# MY SECOND TRY AT A SOUS VIDE RIBEYE



## SmokinAl (Jan 31, 2017)

The first ribeye I did was over done for us.

It got away from me when I seared it over the vortex.

So this time I seared it in a CI pan with peanut oil & butter.

I started with a 2" thick Angus choice ribeye steak.













1.JPG



__ SmokinAl
__ Jan 31, 2017






I coated it with A-1 sauce & dusted it with Montreal steak seasoning.

Then put it in a bag with a few pats of butter.













2.JPG



__ SmokinAl
__ Jan 31, 2017






And into the jacuzzi set at 115 for 2 hours.













3.JPG



__ SmokinAl
__ Jan 31, 2017






Got my peanut oil & butter ready in the CI pan.













4.JPG



__ SmokinAl
__ Jan 31, 2017






took the steak out of the bath & dried it off.













5.JPG



__ SmokinAl
__ Jan 31, 2017






Then into the pan for a quick sear. Just 30-45 seconds each side.













6.JPG



__ SmokinAl
__ Jan 31, 2017






Then a short rest, about 5 minutes. 













7.JPG



__ SmokinAl
__ Jan 31, 2017






And sliced it up.













8.JPG



__ SmokinAl
__ Jan 31, 2017






This one came out better than the first one. 
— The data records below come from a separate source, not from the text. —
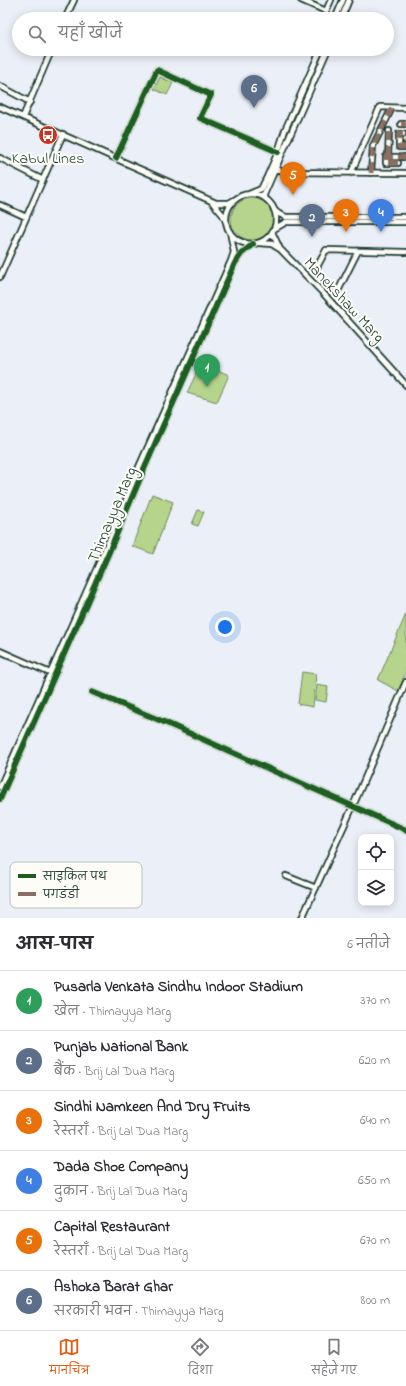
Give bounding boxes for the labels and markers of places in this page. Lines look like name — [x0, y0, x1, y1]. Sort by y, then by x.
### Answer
pin: 6 — [241, 75, 267, 108]
bus stop icon: Kabul Lines — [37, 124, 59, 146]
place label: Kabul Lines — [12, 147, 84, 171]
pin: 5 — [280, 162, 306, 195]
pin: 3 — [333, 199, 359, 232]
pin: 4 — [368, 199, 394, 232]
pin: 2 — [299, 204, 325, 237]
pin: 1 — [194, 354, 220, 387]

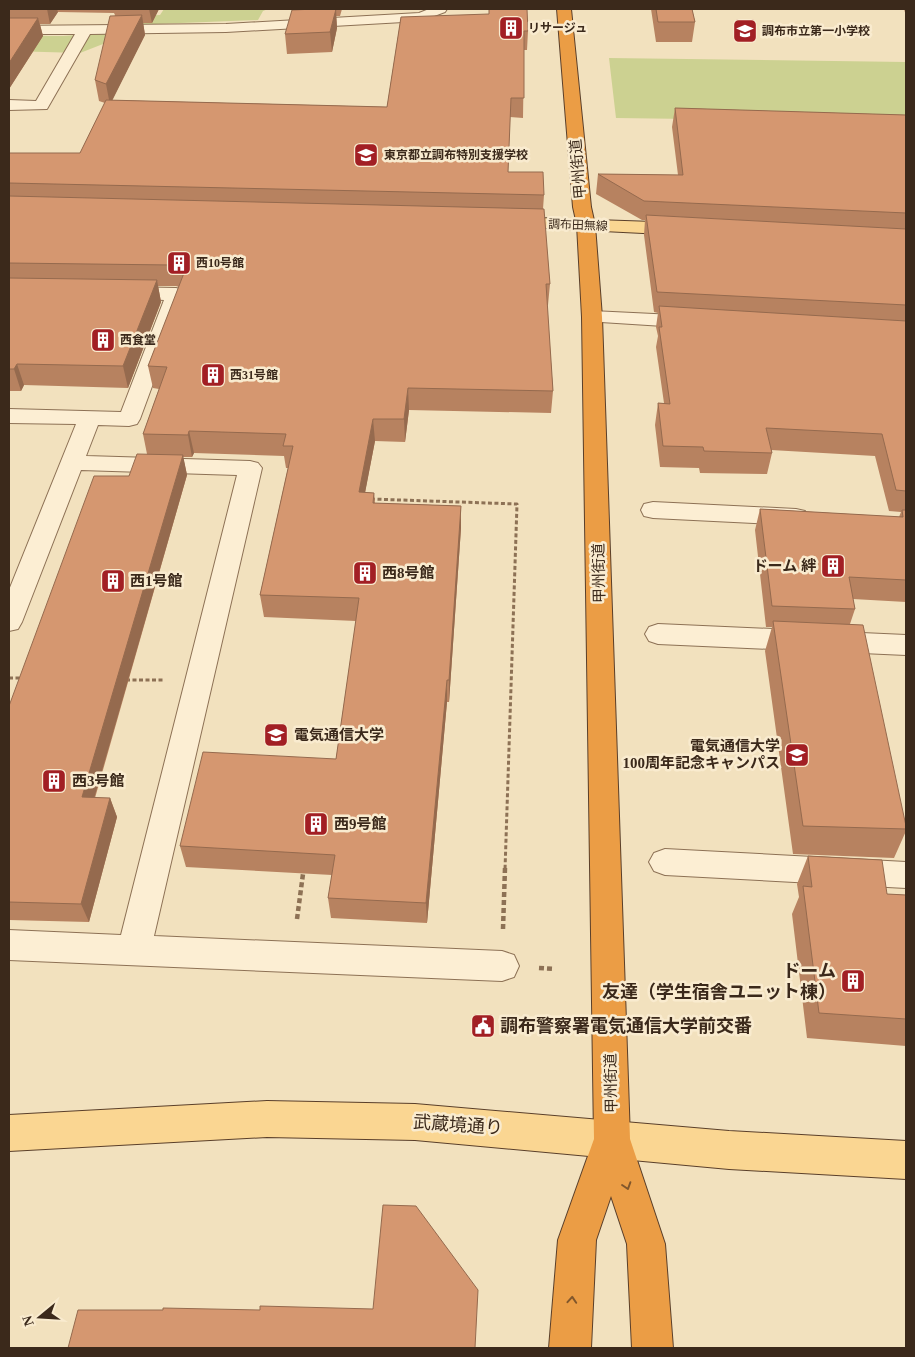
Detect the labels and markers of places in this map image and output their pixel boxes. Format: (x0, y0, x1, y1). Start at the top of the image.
building icon: リサージュ (498, 15, 524, 41)
school or university icon: 調布市立第一小学校 (732, 18, 758, 44)
place label: リサージュ (528, 21, 587, 35)
place label: 調布市立第一小学校 (762, 24, 870, 38)
school or university icon: 東京都立調布特別支援学校 (353, 142, 379, 168)
place label: 東京都立調布特別支援学校 (384, 148, 528, 162)
building icon: 西10号館 (166, 250, 192, 276)
place label: 西10号館 (196, 256, 244, 270)
building icon: 西食堂 (90, 327, 116, 353)
place label: 西食堂 (120, 333, 156, 347)
building icon: 西31号館 (200, 362, 226, 388)
place label: 西31号館 (230, 368, 278, 382)
building icon: ドーム 絆 (820, 553, 846, 579)
place label: ドーム 絆 (753, 558, 817, 574)
building icon: 西8号館 (352, 560, 378, 586)
place label: 西8号館 (382, 565, 435, 581)
building icon: 西1号館 (100, 568, 126, 594)
place label: 西1号館 (130, 573, 183, 589)
school or university icon: 電気通信大学 (263, 722, 289, 748)
place label: 電気通信大学 (294, 727, 384, 743)
place label: 電気通信大学 100周年記念キャンパス (622, 738, 780, 771)
school or university icon: 電気通信大学 100周年記念キャンパス (784, 742, 810, 768)
building icon: 西3号館 (41, 768, 67, 794)
place label: 西3号館 (72, 773, 125, 789)
building icon: 西9号館 (303, 811, 329, 837)
place label: 西9号館 (334, 816, 387, 832)
place label: ドーム 友達（学生宿舎ユニット棟） (602, 961, 836, 1002)
building icon: ドーム 友達（学生宿舎ユニット棟） (840, 968, 866, 994)
public building icon: 調布警察署電気通信大学前交番 (470, 1013, 496, 1039)
place label: 調布警察署電気通信大学前交番 (500, 1016, 752, 1036)

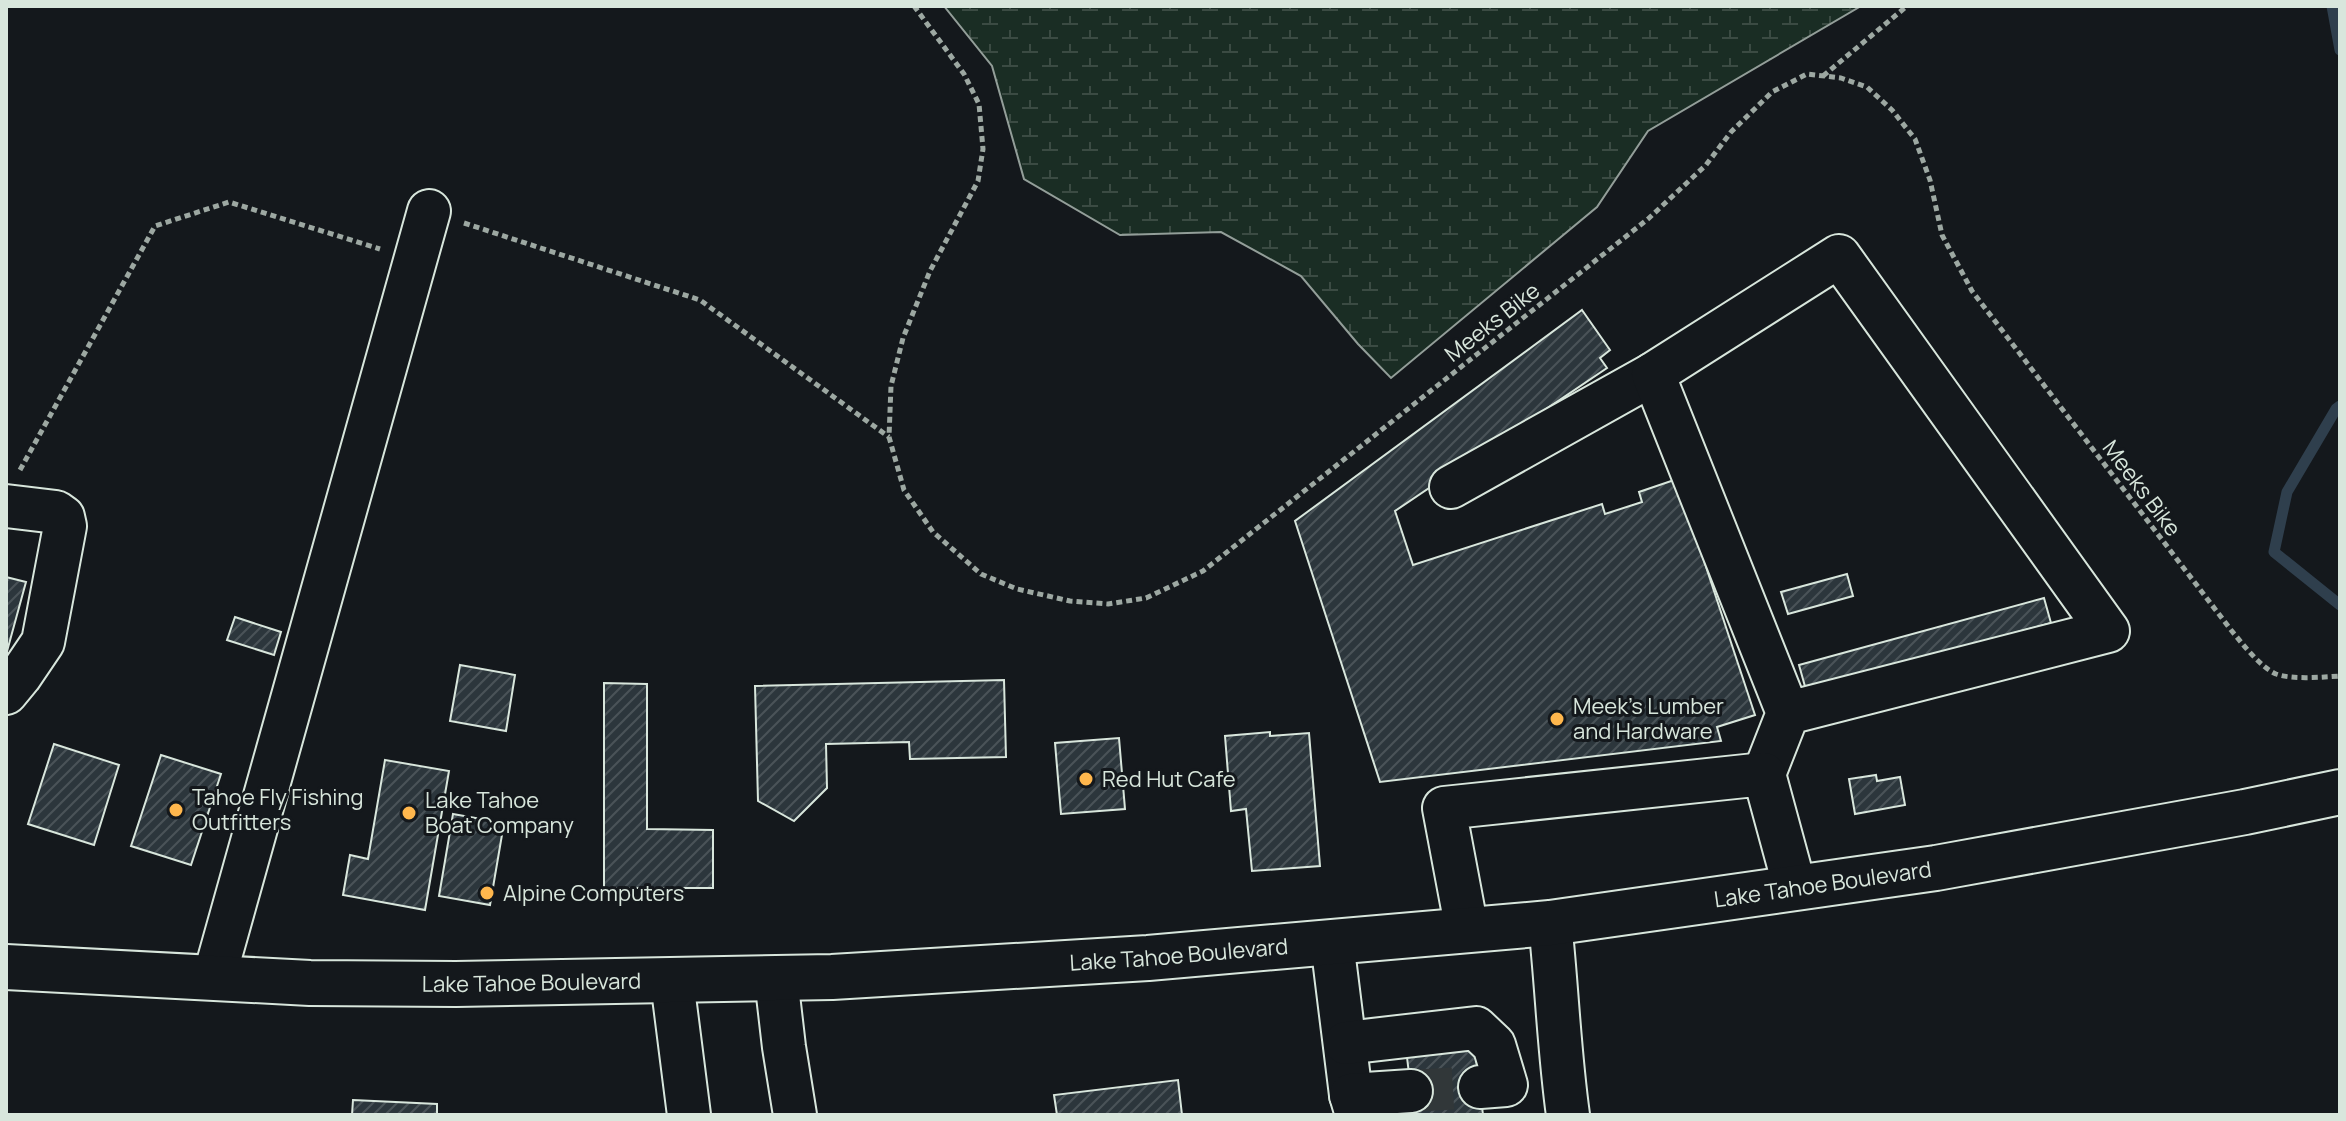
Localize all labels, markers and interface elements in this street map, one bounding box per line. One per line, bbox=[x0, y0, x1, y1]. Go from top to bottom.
street label: Meeks Bike bbox=[1438, 275, 1546, 369]
street label: Meeks Bike bbox=[2096, 434, 2188, 542]
place label: Meek's Lumber and Hardware bbox=[1573, 691, 1724, 746]
marker: Meek's Lumber and Hardware bbox=[1548, 710, 1566, 728]
place label: Red Hut Cafe bbox=[1102, 764, 1236, 794]
marker: Red Hut Cafe bbox=[1077, 770, 1095, 788]
place label: Tahoe Fly Fishing Outfitters bbox=[192, 782, 363, 837]
place label: Lake Tahoe Boat Company bbox=[425, 785, 574, 840]
marker: Tahoe Fly Fishing Outfitters bbox=[167, 801, 185, 819]
marker: Lake Tahoe Boat Company bbox=[400, 804, 418, 822]
street label: Lake Tahoe Boulevard bbox=[1712, 854, 1933, 914]
place label: Alpine Computers bbox=[503, 878, 684, 908]
marker: Alpine Computers bbox=[478, 884, 496, 902]
street label: Lake Tahoe Boulevard bbox=[1069, 931, 1289, 978]
street label: Lake Tahoe Boulevard bbox=[422, 966, 641, 999]

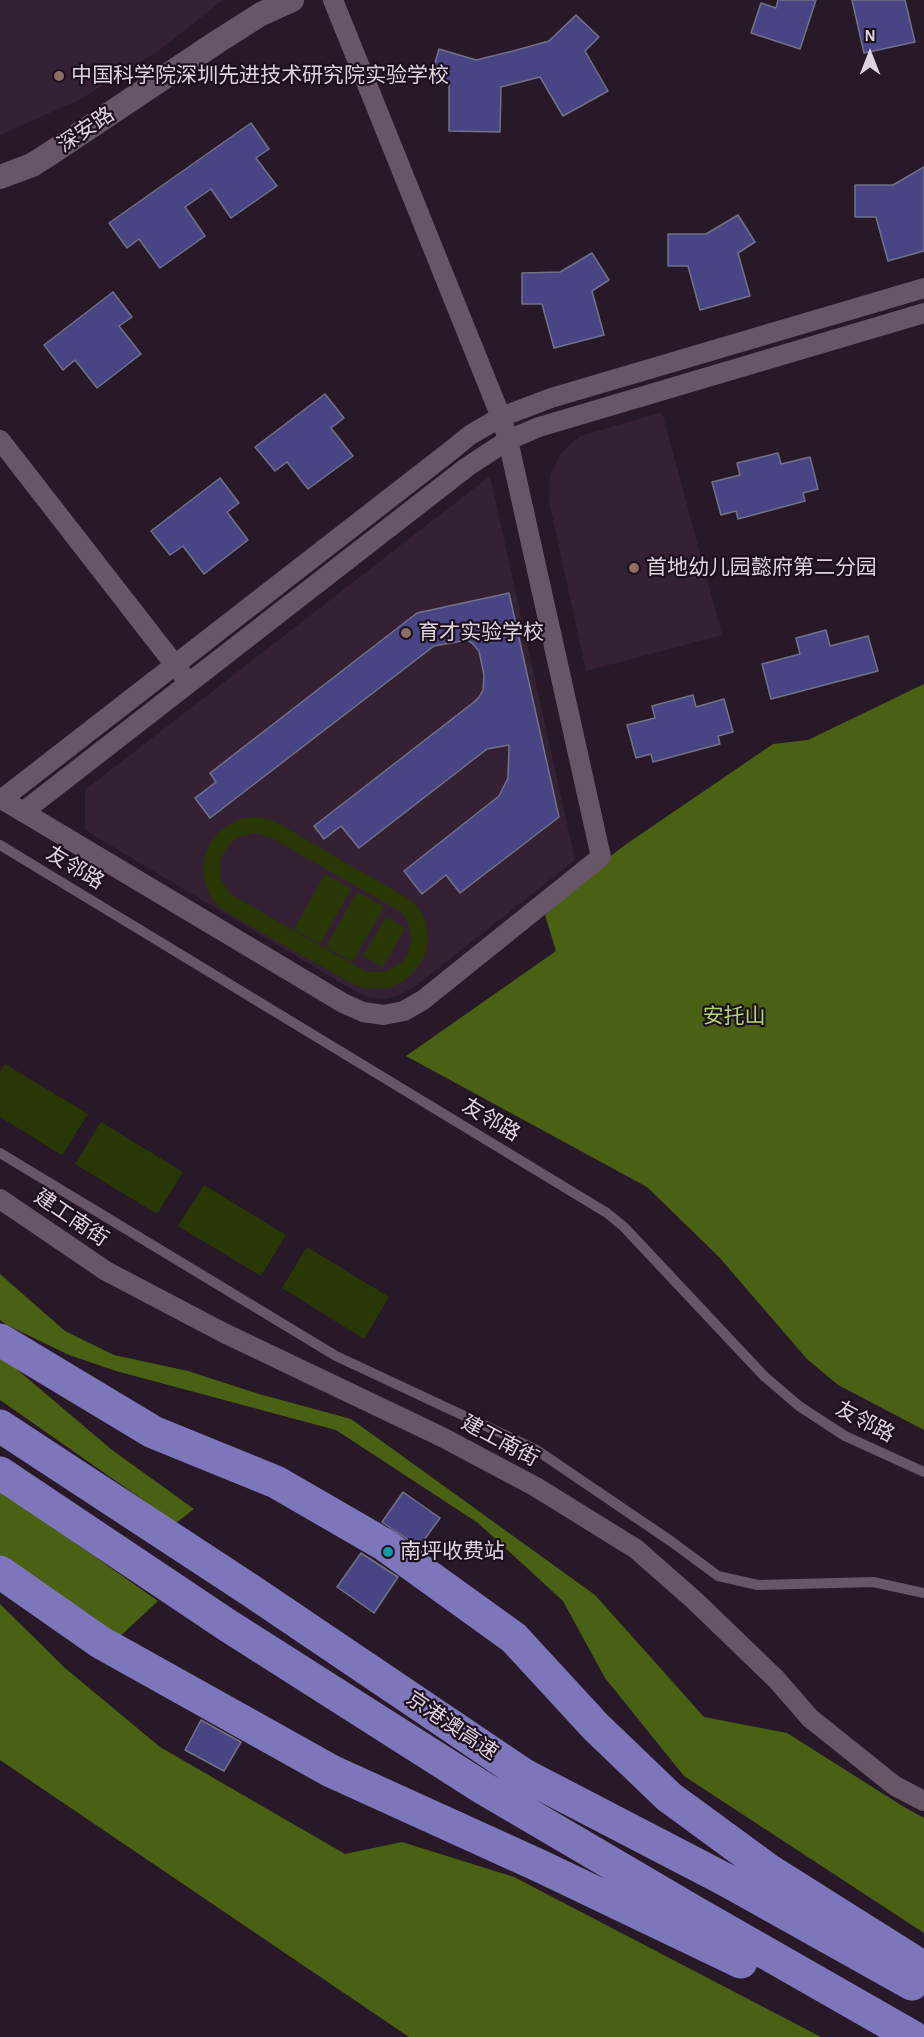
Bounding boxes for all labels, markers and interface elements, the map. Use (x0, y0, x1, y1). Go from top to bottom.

Next time I think I will sear it before I put it in the bag.

Just to see if those flavors from the sear will permeate the meat while it cooks in the bag.

And besides it's a good reason to pull another steak out of the freezer!

It's fun to experiment with a new toy!

Thanks for looking guys!

Al


----------



## pc farmer (Jan 31, 2017)

That steak looks good.

Everyone needs to quit posting SV stuff.   Gonna make me get one.


----------



## bellaru (Jan 31, 2017)

Looks good
Nice job


----------



## hillbillyrkstr (Jan 31, 2017)

Looking good al! I've done all my steaks, and venison at 129-130 And they've come out medium rare every time. Your a bit more rare than I like em, but that steak sure looks great!


----------



## SmokinAl (Jan 31, 2017)

c farmer said:


> That steak looks good.
> 
> Everyone needs to quit posting SV stuff.   Gonna make me get one.





Bellaru said:


> Looks good
> Nice job





hillbillyrkstr said:


> Looking good al! I've done all my steaks, and venison at 129-130 And they've come out medium rare every time. Your a bit more rare than I like em, but that steak sure looks great!


Thanks a lot guys!

I'm getting better at this, slowly but surely!

Al


----------



## WaterinHoleBrew (Jan 31, 2017)

That steak looks top notch Al, nice cook !  The SV with CI finish sure makes a tasty steak !  I'm definitely still experimenting with this method, for what it's worth last weekend we done some tilapia filets with Old Bay seasoning & everyone liked it a lot !


----------



## bmudd14474 (Jan 31, 2017)

You are making me hungry Al.

Great Job.


----------



## gary s (Jan 31, 2017)

That's a nice looking steak  ----------   Points

Question ?   Do you think the extra time it takes in the SV  makes it that much better ?   How long in the SV. 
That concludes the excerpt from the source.